Look through the entries that follow and return each line that has the string "Christian".

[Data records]
* * *
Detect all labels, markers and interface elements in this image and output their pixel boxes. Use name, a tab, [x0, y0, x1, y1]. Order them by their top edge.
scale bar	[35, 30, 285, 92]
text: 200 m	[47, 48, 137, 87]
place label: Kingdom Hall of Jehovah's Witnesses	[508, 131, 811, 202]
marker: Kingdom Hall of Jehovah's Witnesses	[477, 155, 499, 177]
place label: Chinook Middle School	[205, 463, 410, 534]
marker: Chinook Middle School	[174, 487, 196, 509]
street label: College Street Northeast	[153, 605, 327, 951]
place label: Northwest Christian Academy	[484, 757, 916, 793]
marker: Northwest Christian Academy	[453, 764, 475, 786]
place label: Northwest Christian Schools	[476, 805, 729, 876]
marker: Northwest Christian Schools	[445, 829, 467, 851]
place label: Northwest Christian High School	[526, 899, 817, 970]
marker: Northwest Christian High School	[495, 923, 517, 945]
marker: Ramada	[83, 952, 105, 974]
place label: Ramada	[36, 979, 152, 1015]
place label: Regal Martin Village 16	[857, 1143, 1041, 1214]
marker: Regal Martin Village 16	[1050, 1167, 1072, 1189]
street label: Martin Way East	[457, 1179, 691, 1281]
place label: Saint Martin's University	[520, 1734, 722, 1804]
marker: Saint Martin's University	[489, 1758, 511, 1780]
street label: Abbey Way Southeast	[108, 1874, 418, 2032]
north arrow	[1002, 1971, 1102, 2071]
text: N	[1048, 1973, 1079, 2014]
* * *
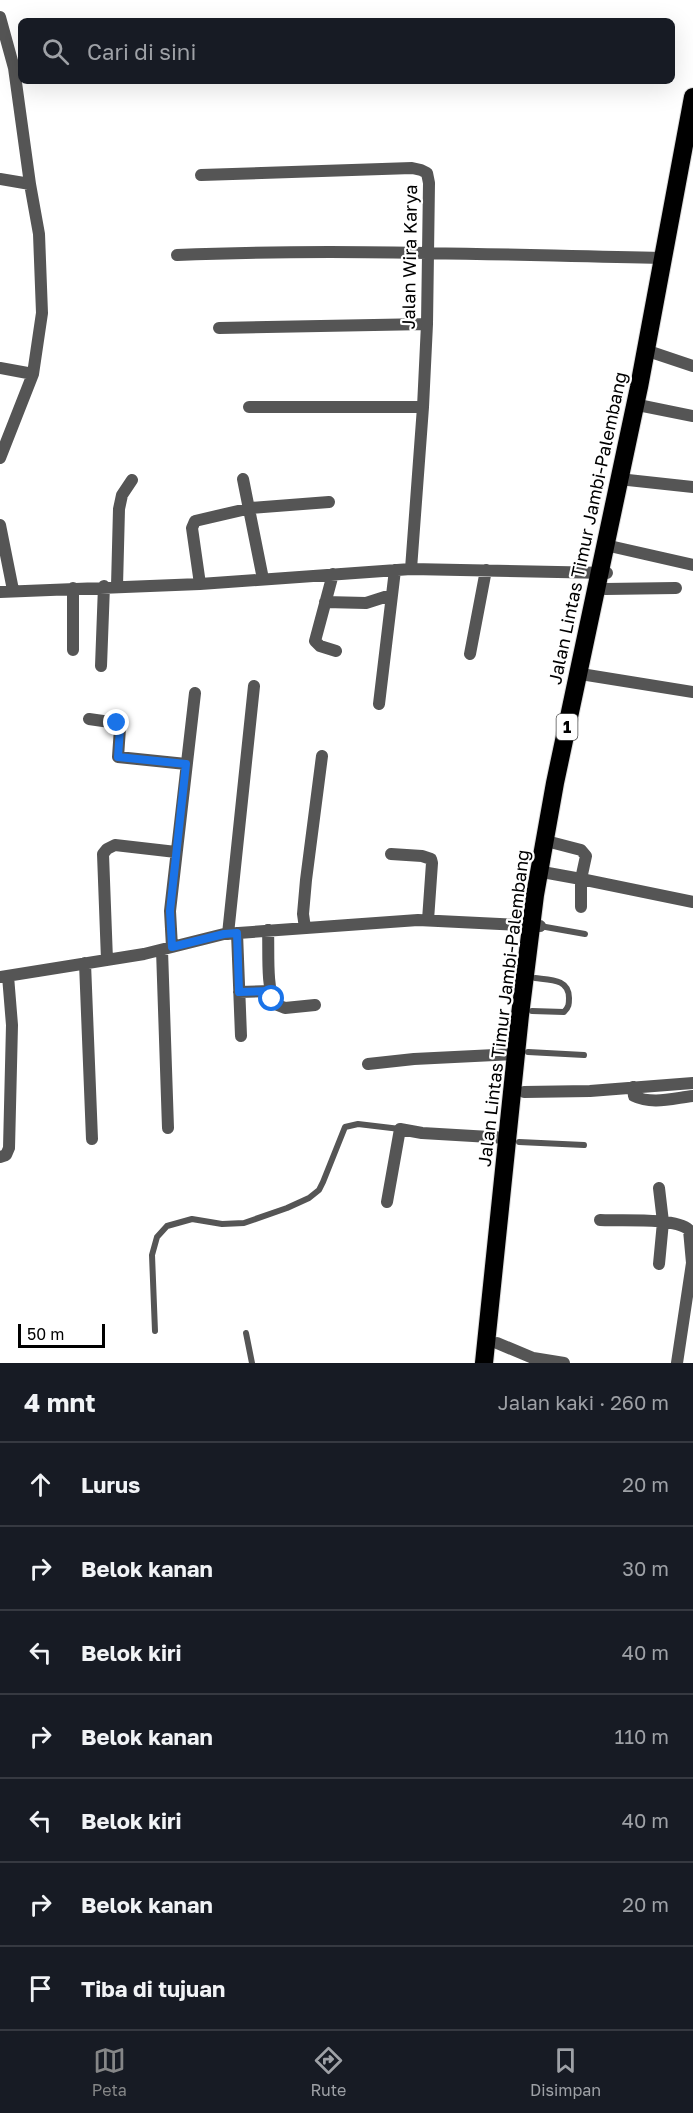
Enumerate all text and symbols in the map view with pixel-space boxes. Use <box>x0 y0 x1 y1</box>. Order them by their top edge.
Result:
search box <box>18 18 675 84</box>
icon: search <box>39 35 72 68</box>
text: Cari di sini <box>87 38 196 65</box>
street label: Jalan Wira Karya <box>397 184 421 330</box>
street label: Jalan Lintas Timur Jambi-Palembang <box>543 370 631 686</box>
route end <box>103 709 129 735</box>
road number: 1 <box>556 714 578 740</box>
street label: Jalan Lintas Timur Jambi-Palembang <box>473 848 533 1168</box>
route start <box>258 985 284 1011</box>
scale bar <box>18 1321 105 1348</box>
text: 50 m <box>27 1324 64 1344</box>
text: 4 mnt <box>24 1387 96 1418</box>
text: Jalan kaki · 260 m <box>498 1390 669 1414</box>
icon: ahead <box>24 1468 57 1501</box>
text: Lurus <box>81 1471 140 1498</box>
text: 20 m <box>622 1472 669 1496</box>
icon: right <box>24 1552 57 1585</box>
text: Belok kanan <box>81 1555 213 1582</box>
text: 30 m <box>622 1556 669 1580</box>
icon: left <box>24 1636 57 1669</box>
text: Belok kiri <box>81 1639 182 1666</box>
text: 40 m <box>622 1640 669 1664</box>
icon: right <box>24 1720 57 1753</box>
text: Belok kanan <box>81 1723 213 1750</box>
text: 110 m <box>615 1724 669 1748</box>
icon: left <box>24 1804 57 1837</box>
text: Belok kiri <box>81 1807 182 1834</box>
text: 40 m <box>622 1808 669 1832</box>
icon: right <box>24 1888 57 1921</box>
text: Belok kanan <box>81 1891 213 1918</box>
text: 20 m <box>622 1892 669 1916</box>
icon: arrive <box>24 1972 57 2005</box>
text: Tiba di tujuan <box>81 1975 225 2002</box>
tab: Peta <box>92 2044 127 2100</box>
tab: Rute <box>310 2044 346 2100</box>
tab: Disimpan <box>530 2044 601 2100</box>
* * *
EXERCISE ANSWER
place label: Northwest Christian Academy	[484, 757, 916, 793]
marker: Northwest Christian Academy	[453, 764, 475, 786]
place label: Northwest Christian Schools	[476, 805, 729, 876]
marker: Northwest Christian Schools	[445, 829, 467, 851]
place label: Northwest Christian High School	[526, 899, 817, 970]
marker: Northwest Christian High School	[495, 923, 517, 945]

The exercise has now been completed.